Ron Paul. Is he "The One"?

Ron Paul has got himself into trouble over his suggestion that if the US military stopped air con for its troops in Iraq and Afghanistan, it could save the treasury a whopping $20 billion a year. He remarked in the latest Republican presidential candidate debate in the Ronald Reagan Library:

I was astonished! We are spending twenty billion dollars on air conditioning for our troops in Iraq and Afghanistan. I would take all that away, use ten billion to pay down the debt, and use the other ten toward FEMA and any other agency that we really need. And if you took that air conditioning away, those troops would come home very quickly, and I’d be happy with that.

It's unlikely to endear him to the rump of US right: there are an awful lot of conservative apple pie moms out there whose boys (and girls) are proudly serving right now in sweaty, lethal hell holes where dysentery is a way of life. But Congressman Paul has never held back from telling it like it is and while his suggestion may be insensitive and tasteless, the broader point he is making is absolutely spot on. Foreign military adventures are a luxury the free West can no longer afford.

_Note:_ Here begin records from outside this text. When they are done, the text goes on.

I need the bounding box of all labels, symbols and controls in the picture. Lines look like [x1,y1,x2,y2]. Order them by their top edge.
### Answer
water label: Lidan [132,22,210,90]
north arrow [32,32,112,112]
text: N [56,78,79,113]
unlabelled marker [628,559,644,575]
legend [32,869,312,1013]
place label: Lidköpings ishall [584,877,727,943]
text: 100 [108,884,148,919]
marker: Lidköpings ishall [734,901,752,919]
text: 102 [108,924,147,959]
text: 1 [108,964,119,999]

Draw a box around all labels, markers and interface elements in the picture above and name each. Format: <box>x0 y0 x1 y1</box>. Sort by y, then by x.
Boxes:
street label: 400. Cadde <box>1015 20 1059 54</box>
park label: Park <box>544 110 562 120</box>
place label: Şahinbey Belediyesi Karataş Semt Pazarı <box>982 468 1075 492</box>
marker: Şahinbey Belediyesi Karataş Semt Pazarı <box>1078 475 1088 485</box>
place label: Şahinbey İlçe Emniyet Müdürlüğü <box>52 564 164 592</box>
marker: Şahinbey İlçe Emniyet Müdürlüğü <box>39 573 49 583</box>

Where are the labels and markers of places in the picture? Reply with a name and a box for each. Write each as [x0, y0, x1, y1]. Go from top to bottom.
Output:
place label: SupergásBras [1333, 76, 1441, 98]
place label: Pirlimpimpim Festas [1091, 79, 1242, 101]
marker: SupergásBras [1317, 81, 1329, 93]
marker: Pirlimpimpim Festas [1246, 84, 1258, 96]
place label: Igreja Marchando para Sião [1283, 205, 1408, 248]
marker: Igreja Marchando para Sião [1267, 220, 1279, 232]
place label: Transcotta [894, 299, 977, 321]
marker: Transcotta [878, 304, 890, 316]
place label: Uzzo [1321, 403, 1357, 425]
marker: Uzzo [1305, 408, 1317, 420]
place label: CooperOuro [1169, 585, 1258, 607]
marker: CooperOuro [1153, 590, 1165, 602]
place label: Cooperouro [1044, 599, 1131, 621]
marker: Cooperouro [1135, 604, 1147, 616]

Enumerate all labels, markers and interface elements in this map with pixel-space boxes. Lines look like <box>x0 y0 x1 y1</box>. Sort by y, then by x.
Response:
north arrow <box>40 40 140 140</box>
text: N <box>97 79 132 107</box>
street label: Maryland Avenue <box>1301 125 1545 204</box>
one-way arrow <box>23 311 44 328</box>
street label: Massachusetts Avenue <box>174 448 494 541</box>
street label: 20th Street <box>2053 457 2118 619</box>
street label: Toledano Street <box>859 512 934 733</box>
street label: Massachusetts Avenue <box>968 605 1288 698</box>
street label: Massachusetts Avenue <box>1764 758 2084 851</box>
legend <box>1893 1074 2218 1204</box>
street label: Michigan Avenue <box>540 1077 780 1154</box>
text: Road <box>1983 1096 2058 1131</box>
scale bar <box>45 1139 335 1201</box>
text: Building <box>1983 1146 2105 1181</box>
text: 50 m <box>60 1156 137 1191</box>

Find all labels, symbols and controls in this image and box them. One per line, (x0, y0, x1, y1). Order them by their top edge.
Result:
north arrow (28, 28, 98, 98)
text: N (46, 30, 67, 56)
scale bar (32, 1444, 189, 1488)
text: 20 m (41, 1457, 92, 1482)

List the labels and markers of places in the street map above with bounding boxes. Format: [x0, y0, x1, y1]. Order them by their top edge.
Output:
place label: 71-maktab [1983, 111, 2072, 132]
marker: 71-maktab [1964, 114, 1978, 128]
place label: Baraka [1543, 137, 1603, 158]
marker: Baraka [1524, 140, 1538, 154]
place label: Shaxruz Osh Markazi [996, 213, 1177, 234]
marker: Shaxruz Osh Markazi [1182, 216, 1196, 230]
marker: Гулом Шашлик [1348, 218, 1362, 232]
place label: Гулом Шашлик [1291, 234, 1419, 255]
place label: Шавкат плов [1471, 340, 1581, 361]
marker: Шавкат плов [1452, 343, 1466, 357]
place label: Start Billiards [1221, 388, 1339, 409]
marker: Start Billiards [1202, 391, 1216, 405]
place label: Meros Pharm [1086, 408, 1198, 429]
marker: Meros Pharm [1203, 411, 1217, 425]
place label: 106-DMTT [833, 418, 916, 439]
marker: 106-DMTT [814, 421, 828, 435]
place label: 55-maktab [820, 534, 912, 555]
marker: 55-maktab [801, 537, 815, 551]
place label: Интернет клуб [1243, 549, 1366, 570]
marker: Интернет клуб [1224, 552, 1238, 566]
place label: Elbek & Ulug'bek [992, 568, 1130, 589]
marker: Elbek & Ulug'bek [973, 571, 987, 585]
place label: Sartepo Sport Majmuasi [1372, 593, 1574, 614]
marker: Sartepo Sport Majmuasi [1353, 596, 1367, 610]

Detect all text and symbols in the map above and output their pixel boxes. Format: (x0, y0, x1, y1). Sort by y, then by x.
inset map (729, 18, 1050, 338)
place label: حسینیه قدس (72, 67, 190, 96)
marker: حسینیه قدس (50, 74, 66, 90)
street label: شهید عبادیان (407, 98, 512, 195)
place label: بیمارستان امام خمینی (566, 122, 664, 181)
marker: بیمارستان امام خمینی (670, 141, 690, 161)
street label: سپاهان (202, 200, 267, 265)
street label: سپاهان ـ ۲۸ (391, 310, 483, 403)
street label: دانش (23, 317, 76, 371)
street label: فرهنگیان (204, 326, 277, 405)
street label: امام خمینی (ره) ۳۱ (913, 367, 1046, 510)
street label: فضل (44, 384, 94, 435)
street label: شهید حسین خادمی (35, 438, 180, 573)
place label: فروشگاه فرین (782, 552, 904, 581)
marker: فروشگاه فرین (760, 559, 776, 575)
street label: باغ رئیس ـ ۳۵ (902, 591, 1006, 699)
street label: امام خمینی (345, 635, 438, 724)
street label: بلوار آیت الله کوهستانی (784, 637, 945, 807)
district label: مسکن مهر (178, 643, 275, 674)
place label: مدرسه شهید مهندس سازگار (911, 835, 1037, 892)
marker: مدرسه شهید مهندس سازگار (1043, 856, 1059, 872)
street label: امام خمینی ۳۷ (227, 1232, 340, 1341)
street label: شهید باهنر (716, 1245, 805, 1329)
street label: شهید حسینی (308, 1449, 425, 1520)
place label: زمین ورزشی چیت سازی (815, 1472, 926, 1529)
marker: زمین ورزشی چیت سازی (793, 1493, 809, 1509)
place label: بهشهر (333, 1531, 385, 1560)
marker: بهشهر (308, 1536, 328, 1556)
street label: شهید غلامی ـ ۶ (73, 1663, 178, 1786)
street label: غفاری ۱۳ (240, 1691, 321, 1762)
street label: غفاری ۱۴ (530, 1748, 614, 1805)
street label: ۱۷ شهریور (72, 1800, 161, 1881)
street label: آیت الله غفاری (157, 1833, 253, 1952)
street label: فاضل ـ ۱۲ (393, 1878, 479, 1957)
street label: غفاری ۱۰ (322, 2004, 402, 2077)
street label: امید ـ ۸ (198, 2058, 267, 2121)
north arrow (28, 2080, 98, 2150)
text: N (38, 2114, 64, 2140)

To put Paul's remarks into perspective, consider these shocking figures from Mark Steyn's terminally bleak new masterpiece After America.

In 2010 the US spent about $663 billion on its military; China about $78 billion. How is it financing this massive expenditure? By borrowing money, mainly from China. Within a decade the US will be spending more of the federal budget on interest payments than it does on its armed services.

If today's abnormally low interest rates return to their 1990 to 2010 average of 5.7 per cent, then America's debt service projections for 2015 (that's less than four years away, by the way) would increase from $290 billion to $847 billion. Steyn notes: "China would be in a position to quadruple its military budget and stick US taxpayers with the bill."

We can all come up with plenty of good reasons as to why the world is a healthier, happier, safer place when America (and its allies in the free West) are out there spreading democracy, keeping peace, defending freedom and so on. Unfortunately, we are moving out of the Age of Ought (as in "We ought to do this because it's the right thing to do") into the Age of Can't (as in "Sorry, but we can't ruddy afford it any more.").

This is why I find myself so spectacularly uninterested in the news coming out about our glorious "victory" in Libya. That David Cameron should be preening himself about this massively wasteful, outmoded exercise in gratuitous power projection, let alone considering it to be the kind of exercise we might try again sometime soon, shows just how terrifyingly out of touch with reality the man is. Perhaps this is what happens to all politicians when they enter the bubble. They're capable of making all the right noises on the campaign trail – as Rick Perry did at the same debate when he bravely and rightly described the welfare system as a "Ponzi" scheme – but as soon as they gain office, they forget all their promises (Cameron's "Bonfire of the Quangos", anyone?) and carry on increasing government spending and borrowing like there's no tomorrow.

Ron Paul is one of the few exceptions. He's not another politician. He doesn't care whom he offends. His principles are adamantine. If things are going to get as bad as I think they're going to get, we need to start taking Ron Paul and his ideas much, much more seriously. (1 image)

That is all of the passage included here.